▶ [The problem]:
Although pictures appear in the entries below, leave them out and print exactly the lines from the first line through the line containing "0 3px,transparent 0".

▶ [Excerpted records]:
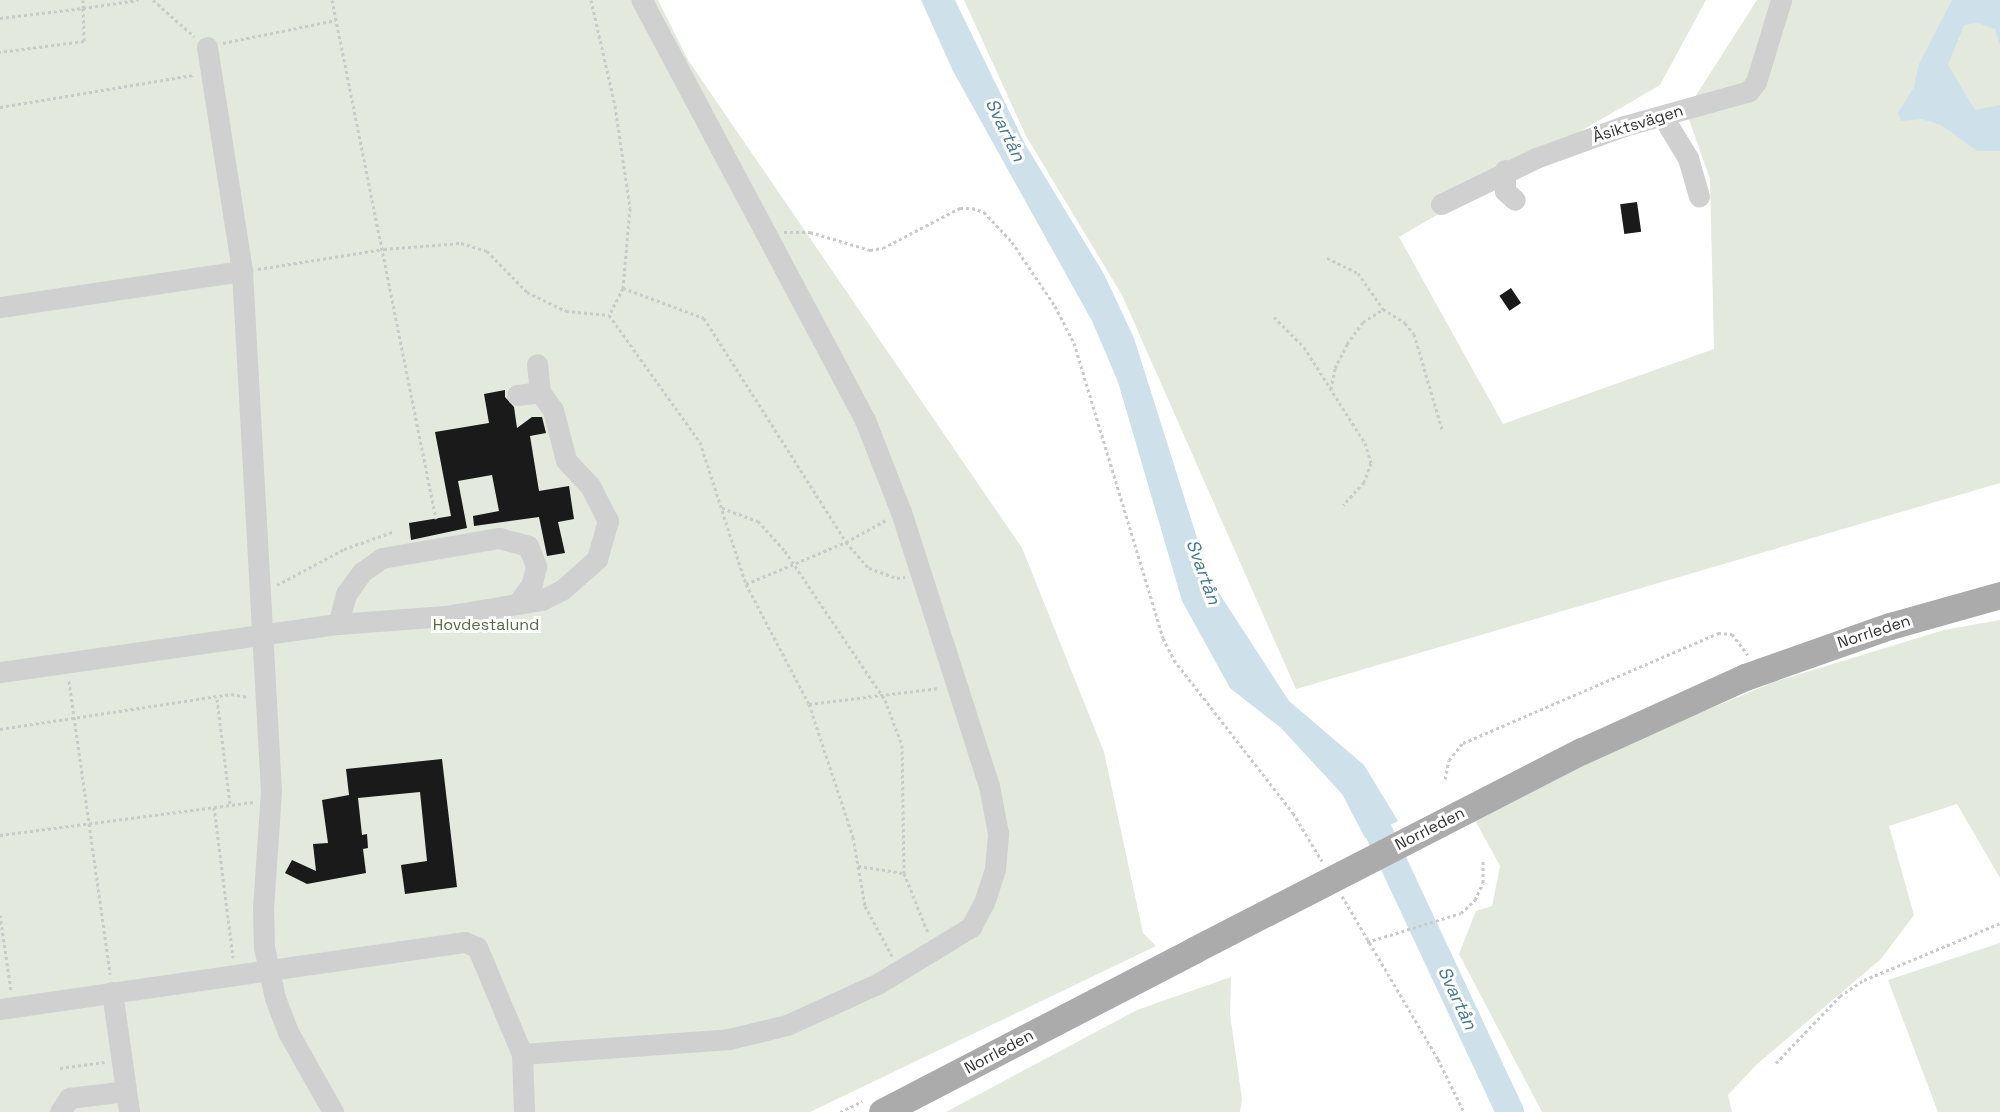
<!DOCTYPE html>
<meta charset="utf-8">
<style>
body{margin:0}
#map{position:relative;width:2000px;height:1112px;overflow:hidden;background:#fff;font-family:"Space Grotesk",sans-serif}
div>[style]{position:absolute}
[style*='--x']{left:calc(var(--x)*1px);top:calc(var(--y)*1px);width:calc(var(--w)*1px);rotate:calc(var(--a)*1deg)}
.green>*{inset:0;background:#e3e9dd}
.water>*{inset:0;background:#cee1ea}
.river>*{height:28px;margin:-14px;padding:0 14px;transform-origin:14px;border-radius:14px;background:#cee1ea}
.building>*{inset:0;background:#1a1a1a;transform-origin:0 0}
.path>*{height:3px;margin-top:-1.5px;transform-origin:0;background:repeating-linear-gradient(90deg,#cacaca 0 3px,transparent 0 6px)}
.minor>*{height:21px;margin:-10.5px;padding:0 10.5px;transform-origin:10.5px;border-radius:10.5px;background:#d0d0d0}
.major>*{height:27px;margin:-13.5px;padding:0 13.5px;transform-origin:13.5px;border-radius:13.5px;background:#ababab}
.major-bridge>*{height:27px;margin:-13.5px;padding:0 13.5px;transform-origin:13.5px;border-radius:13.5px;background:#ababab}
span{translate:-50% -50%;white-space:nowrap;text-align:center;line-height:1.15;-webkit-text-stroke:6px #fff;paint-order:stroke}
.street-label{font-size:16px;color:#333}
.park-label{font-size:16px;color:#586c43}
.water-label{font-size:18px;color:#467790;font-style:italic}
</style>
<div id="map">
<div class="green">
<i style="clip-path:polygon(0 0,658px 0,688px 60px,1022px 548px,1104px 752px,1143px 933px,1156px 946px,810px 1112px,0 1112px)"></i>
<i style="clip-path:polygon(964px 0,1706px 0,1660px 85px,1399px 237px,1503px 424px,1714px 349px,1710px 179px,1686px 111px,1757px 0,2000px 0,2000px 483px,1296px 689px,1122px 295px,1026px 136px)"></i>
<i style="clip-path:polygon(2000px 620px,2000px 878px,1957px 804px,1889px 826px,1914px 915px,1881px 959px,1756px 1065px,1728px 1095px,1732px 1112px,1542px 1112px,1459px 954px,1476px 911px,1492px 906px,1500px 866px,1475px 820px,1592px 758px,1774px 682px,1944px 630px)"></i>
<i style="clip-path:polygon(2000px 943px,2000px 1112px,1938px 1112px,1888px 980px)"></i>
<i style="clip-path:polygon(1231px 977px,1230px 1014px,1242px 1099px,1240px 1112px,946px 1112px,1137px 1010px)"></i>
</div>
<div class="water">
<i style="clip-path:polygon(921px 0,955px 0,1025px 144px,1104px 274px,1134px 338px,1210px 579px,1289px 701px,1364px 765px,1398px 821px,1365px 838px,1342px 794px,1281px 728px,1230px 688px,1182px 601px,1118px 382px,1092px 321px,953px 71px)"></i>
<i style="clip-path:polygon(1952px 0,2000px 0,2000px 45px,1995px 29px,1977px 23px,1964px 25px,1948px 65px,1975px 110px,2000px 105px,2000px 151px,1977px 151px,1941px 125px,1922px 119px,1901px 121px,1898px 113px,1914px 87px,1919px 64px)"></i>
</div>
<div class="river">
<i style="--x:1362;--y:796;--w:349;--a:64.9"></i>
</div>
<div class="building">
<i style="left:1637px;top:202px;width:30px;height:17px;rotate:82deg"></i>
<i style="left:1511px;top:288px;width:18px;height:14px;rotate:56deg"></i>
<i style="clip-path:polygon(505px 390px,505px 397px,514px 407px,517px 428px,532px 417px,542px 417px,546px 433px,530px 436px,539px 491px,569px 486px,574px 519px,558px 522px,565px 553px,547px 556px,539px 517px,474px 526px,473px 516px,499px 511px,492px 475px,458px 481px,467px 528px,411px 540px,409px 523px,451px 516px,435px 432px,489px 423px,484px 394px)"></i>
<i style="clip-path:polygon(442px 759px,457px 887px,405px 894px,401px 865px,427px 861px,420px 792px,358px 798px,362px 835px,367px 834px,368px 848px,363px 849px,366px 873px,307px 884px,285px 873px,292px 860px,316px 871px,313px 844px,328px 843px,322px 800px,349px 795px,346px 769px)"></i>
</div>
<div class="path">
<i style="--x:83;--y:0;--w:8;--a:90"></i>
<i style="--x:83;--y:8;--w:56;--a:-8.3"></i>
<i style="--x:153;--y:0;--w:55;--a:41.3"></i>
<i style="--x:332;--y:0;--w:529;--a:78.67"></i>
<i style="--x:591;--y:0;--w:109;--a:77.2"></i>
<i style="--x:615;--y:106;--w:103;--a:81.6"></i>
<i style="--x:630;--y:208;--w:80;--a:95"></i>
<i style="--x:623;--y:288;--w:30;--a:117"></i>
<i style="--x:0;--y:18;--w:84;--a:-6.9"></i>
<i style="--x:83;--y:8;--w:33;--a:88"></i>
<i style="--x:84;--y:41;--w:85;--a:172.5"></i>
<i style="--x:223;--y:43;--w:115;--a:-11.5"></i>
<i style="--x:0;--y:107;--w:197;--a:-9.4"></i>
<i style="--x:784;--y:232;--w:26;--a:0"></i>
<i style="--x:810;--y:232;--w:63;--a:16.7"></i>
<i style="--x:870;--y:250;--w:13;--a:-9"></i>
<i style="--x:883;--y:248;--w:87;--a:-27.5"></i>
<i style="--x:960;--y:208;--w:12;--a:0"></i>
<i style="--x:972;--y:208;--w:13;--a:18"></i>
<i style="--x:984;--y:212;--w:41;--a:47"></i>
<i style="--x:1012;--y:242;--w:77;--a:56.1"></i>
<i style="--x:1055;--y:306;--w:42;--a:62.8"></i>
<i style="--x:1074;--y:343;--w:308;--a:73.2"></i>
<i style="--x:1163;--y:638;--w:25;--a:63"></i>
<i style="--x:1174;--y:660;--w:194;--a:52.1"></i>
<i style="--x:1293;--y:813;--w:56;--a:58.9"></i>
<i style="--x:1327;--y:258;--w:34;--a:26"></i>
<i style="--x:1358;--y:273;--w:44;--a:55.2"></i>
<i style="--x:258;--y:269;--w:128;--a:-9"></i>
<i style="--x:384;--y:249;--w:77;--a:-4.5"></i>
<i style="--x:461;--y:243;--w:27;--a:17"></i>
<i style="--x:487;--y:251;--w:57;--a:45.7"></i>
<i style="--x:527;--y:292;--w:43;--a:26"></i>
<i style="--x:566;--y:311;--w:43;--a:5.3"></i>
<i style="--x:609;--y:315;--w:156;--a:54.4"></i>
<i style="--x:700;--y:442;--w:149;--a:72.1"></i>
<i style="--x:746;--y:584;--w:136;--a:62.3"></i>
<i style="--x:809;--y:704;--w:140;--a:71.7"></i>
<i style="--x:853;--y:837;--w:70;--a:80.1"></i>
<i style="--x:865;--y:906;--w:57;--a:61.6"></i>
<i style="--x:623;--y:288;--w:86;--a:20.3"></i>
<i style="--x:704;--y:318;--w:265;--a:57.6"></i>
<i style="--x:846;--y:542;--w:35;--a:49"></i>
<i style="--x:869;--y:568;--w:30;--a:20"></i>
<i style="--x:897;--y:578;--w:8;--a:-7"></i>
<i style="--x:1274;--y:317;--w:42;--a:45"></i>
<i style="--x:1304;--y:347;--w:114;--a:57.6"></i>
<i style="--x:1365;--y:443;--w:21;--a:73"></i>
<i style="--x:1371;--y:463;--w:20;--a:110"></i>
<i style="--x:1364;--y:482;--w:31;--a:132"></i>
<i style="--x:1331;--y:389;--w:21;--a:-79"></i>
<i style="--x:1335;--y:368;--w:27;--a:-63"></i>
<i style="--x:1347;--y:344;--w:27;--a:-54"></i>
<i style="--x:1363;--y:322;--w:24;--a:-33"></i>
<i style="--x:1383;--y:309;--w:26;--a:32"></i>
<i style="--x:1405;--y:323;--w:14;--a:51"></i>
<i style="--x:1414;--y:334;--w:99;--a:73.6"></i>
<i style="--x:722;--y:508;--w:38;--a:20"></i>
<i style="--x:758;--y:521;--w:40;--a:48"></i>
<i style="--x:785;--y:551;--w:179;--a:56.1"></i>
<i style="--x:885;--y:700;--w:48;--a:69.3"></i>
<i style="--x:902;--y:745;--w:128;--a:89.1"></i>
<i style="--x:904;--y:873;--w:65;--a:68.2"></i>
<i style="--x:746;--y:584;--w:108;--a:-22.8"></i>
<i style="--x:846;--y:542;--w:46;--a:-28.8"></i>
<i style="--x:277;--y:585;--w:76;--a:-28.2"></i>
<i style="--x:344;--y:549;--w:54;--a:-19.4"></i>
<i style="--x:69;--y:681;--w:296;--a:82"></i>
<i style="--x:217;--y:699;--w:106;--a:82.9"></i>
<i style="--x:809;--y:704;--w:131;--a:-7"></i>
<i style="--x:0;--y:729;--w:234;--a:-8.6"></i>
<i style="--x:231;--y:694;--w:17;--a:10"></i>
<i style="--x:1445;--y:779;--w:19;--a:-78"></i>
<i style="--x:1449;--y:760;--w:22;--a:-51"></i>
<i style="--x:1463;--y:743;--w:278;--a:-23.3"></i>
<i style="--x:1718;--y:633;--w:14;--a:4"></i>
<i style="--x:1732;--y:634;--w:26;--a:53"></i>
<i style="--x:214;--y:807;--w:152;--a:82.8"></i>
<i style="--x:0;--y:835;--w:256;--a:-7.4"></i>
<i style="--x:858;--y:866;--w:46;--a:8.8"></i>
<i style="--x:1342;--y:896;--w:189;--a:59.5"></i>
<i style="--x:1438;--y:1059;--w:59;--a:63.9"></i>
<i style="--x:0;--y:915;--w:76;--a:81.7"></i>
<i style="--x:1367;--y:942;--w:98;--a:-17.1"></i>
<i style="--x:1461;--y:913;--w:19;--a:-43"></i>
<i style="--x:1475;--y:900;--w:19;--a:-65"></i>
<i style="--x:1483;--y:883;--w:24;--a:-90"></i>
<i style="--x:1776;--y:1063;--w:93;--a:-46.3"></i>
<i style="--x:1840;--y:996;--w:29;--a:-34"></i>
<i style="--x:1864;--y:980;--w:147;--a:-22.7"></i>
<i style="--x:60;--y:1068;--w:45;--a:-7.6"></i>
<i style="--x:840;--y:1112;--w:25;--a:-26"></i>
</div>
<div class="minor">
<i style="--x:207;--y:47;--w:227;--a:81.1"></i>
<i style="--x:242;--y:271;--w:521;--a:86.81"></i>
<i style="--x:271;--y:791;--w:116;--a:93.9"></i>
<i style="--x:263;--y:907;--w:40;--a:88.6"></i>
<i style="--x:264;--y:947;--w:52;--a:77.8"></i>
<i style="--x:275;--y:998;--w:36;--a:69"></i>
<i style="--x:288;--y:1032;--w:92;--a:60.6"></i>
<i style="--x:1663;--y:117;--w:48;--a:58.6"></i>
<i style="--x:1688;--y:158;--w:40;--a:74"></i>
<i style="--x:1505;--y:170;--w:21;--a:90"></i>
<i style="--x:1505;--y:191;--w:13;--a:42"></i>
<i style="--x:1441;--y:204;--w:106;--a:-25.8"></i>
<i style="--x:1536;--y:158;--w:94;--a:-20"></i>
<i style="--x:1624;--y:126;--w:130;--a:-15.6"></i>
<i style="--x:1749;--y:91;--w:11;--a:-52"></i>
<i style="--x:1756;--y:82;--w:86;--a:-73"></i>
<i style="--x:0;--y:307;--w:245;--a:-8.5"></i>
<i style="--x:517;--y:395;--w:23;--a:-7"></i>
<i style="--x:338;--y:624;--w:31;--a:-75"></i>
<i style="--x:346;--y:594;--w:27;--a:-54"></i>
<i style="--x:362;--y:572;--w:24;--a:-35"></i>
<i style="--x:382;--y:558;--w:119;--a:-9.7"></i>
<i style="--x:499;--y:538;--w:30;--a:15"></i>
<i style="--x:528;--y:546;--w:22;--a:68"></i>
<i style="--x:536;--y:566;--w:18;--a:103"></i>
<i style="--x:532;--y:584;--w:21;--a:127"></i>
<i style="--x:0;--y:672;--w:341;--a:-8.1"></i>
<i style="--x:338;--y:624;--w:107;--a:-4.3"></i>
<i style="--x:445;--y:616;--w:98;--a:-9.4"></i>
<i style="--x:542;--y:600;--w:22;--a:-27"></i>
<i style="--x:562;--y:590;--w:47;--a:-41.5"></i>
<i style="--x:597;--y:559;--w:40;--a:-74"></i>
<i style="--x:608;--y:521;--w:39;--a:-117"></i>
<i style="--x:590;--y:486;--w:35;--a:-133"></i>
<i style="--x:566;--y:460;--w:52;--a:-104.6"></i>
<i style="--x:553;--y:410;--w:22;--a:-126"></i>
<i style="--x:540;--y:392;--w:28;--a:-96"></i>
<i style="--x:112;--y:992;--w:121;--a:81.9"></i>
<i style="--x:0;--y:1009;--w:470;--a:-8.2"></i>
<i style="--x:465;--y:942;--w:13;--a:23"></i>
<i style="--x:477;--y:947;--w:116;--a:67.2"></i>
<i style="--x:522;--y:1054;--w:58;--a:88"></i>
<i style="--x:522;--y:1054;--w:208;--a:-4.1"></i>
<i style="--x:729;--y:1039;--w:60;--a:-13.6"></i>
<i style="--x:787;--y:1025;--w:101;--a:-24.5"></i>
<i style="--x:879;--y:983;--w:108;--a:-31.3"></i>
<i style="--x:971;--y:927;--w:27;--a:-62"></i>
<i style="--x:984;--y:903;--w:36;--a:-72"></i>
<i style="--x:995;--y:869;--w:36;--a:-85"></i>
<i style="--x:998;--y:833;--w:48;--a:-100.8"></i>
<i style="--x:989;--y:786;--w:288;--a:-107.8"></i>
<i style="--x:901;--y:512;--w:99;--a:-111.4"></i>
<i style="--x:865;--y:420;--w:476;--a:-118"></i>
<i style="--x:60;--y:1112;--w:17;--a:-57"></i>
<i style="--x:69;--y:1098;--w:57;--a:-7"></i>
</div>
<div class="major">
<i style="--x:1582;--y:751;--w:179;--a:-24.4"></i>
<i style="--x:1745;--y:677;--w:154;--a:-19.4"></i>
<i style="--x:1890;--y:626;--w:114;--a:-15.7"></i>
<i style="--x:882;--y:1112;--w:352;--a:-27.4"></i>
</div>
<div class="major-bridge">
<i style="--x:1194;--y:950;--w:436;--a:-27.2"></i>
</div>
<div class="street-label">
<span style="left:1638px;top:124px;rotate:-17deg">Åsiktsvägen</span>
<span style="left:1874px;top:632px;rotate:-18deg">Norrleden</span>
<span style="left:1430px;top:829px;rotate:-27deg">Norrleden</span>
<span style="left:999px;top:1052px;rotate:-28deg">Norrleden</span>
</div>
<div class="park-label">
<span style="left:486px;top:625px">Hovdestalund</span>
</div>
<div class="water-label">
<span style="left:1005px;top:130px;rotate:64deg">Svartån</span>
<span style="left:1203px;top:572px;rotate:70deg">Svartån</span>
<span style="left:1457px;top:998px;rotate:65deg">Svartån</span>
</div>
</div>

▶ [Response to the task]:
<!DOCTYPE html>
<meta charset="utf-8">
<style>
body{margin:0}
#map{position:relative;width:2000px;height:1112px;overflow:hidden;background:#fff;font-family:"Space Grotesk",sans-serif}
div>[style]{position:absolute}
[style*='--x']{left:calc(var(--x)*1px);top:calc(var(--y)*1px);width:calc(var(--w)*1px);rotate:calc(var(--a)*1deg)}
.green>*{inset:0;background:#e3e9dd}
.water>*{inset:0;background:#cee1ea}
.river>*{height:28px;margin:-14px;padding:0 14px;transform-origin:14px;border-radius:14px;background:#cee1ea}
.building>*{inset:0;background:#1a1a1a;transform-origin:0 0}
.path>*{height:3px;margin-top:-1.5px;transform-origin:0;background:repeating-linear-gradient(90deg,#cacaca 0 3px,transparent 0 6px)}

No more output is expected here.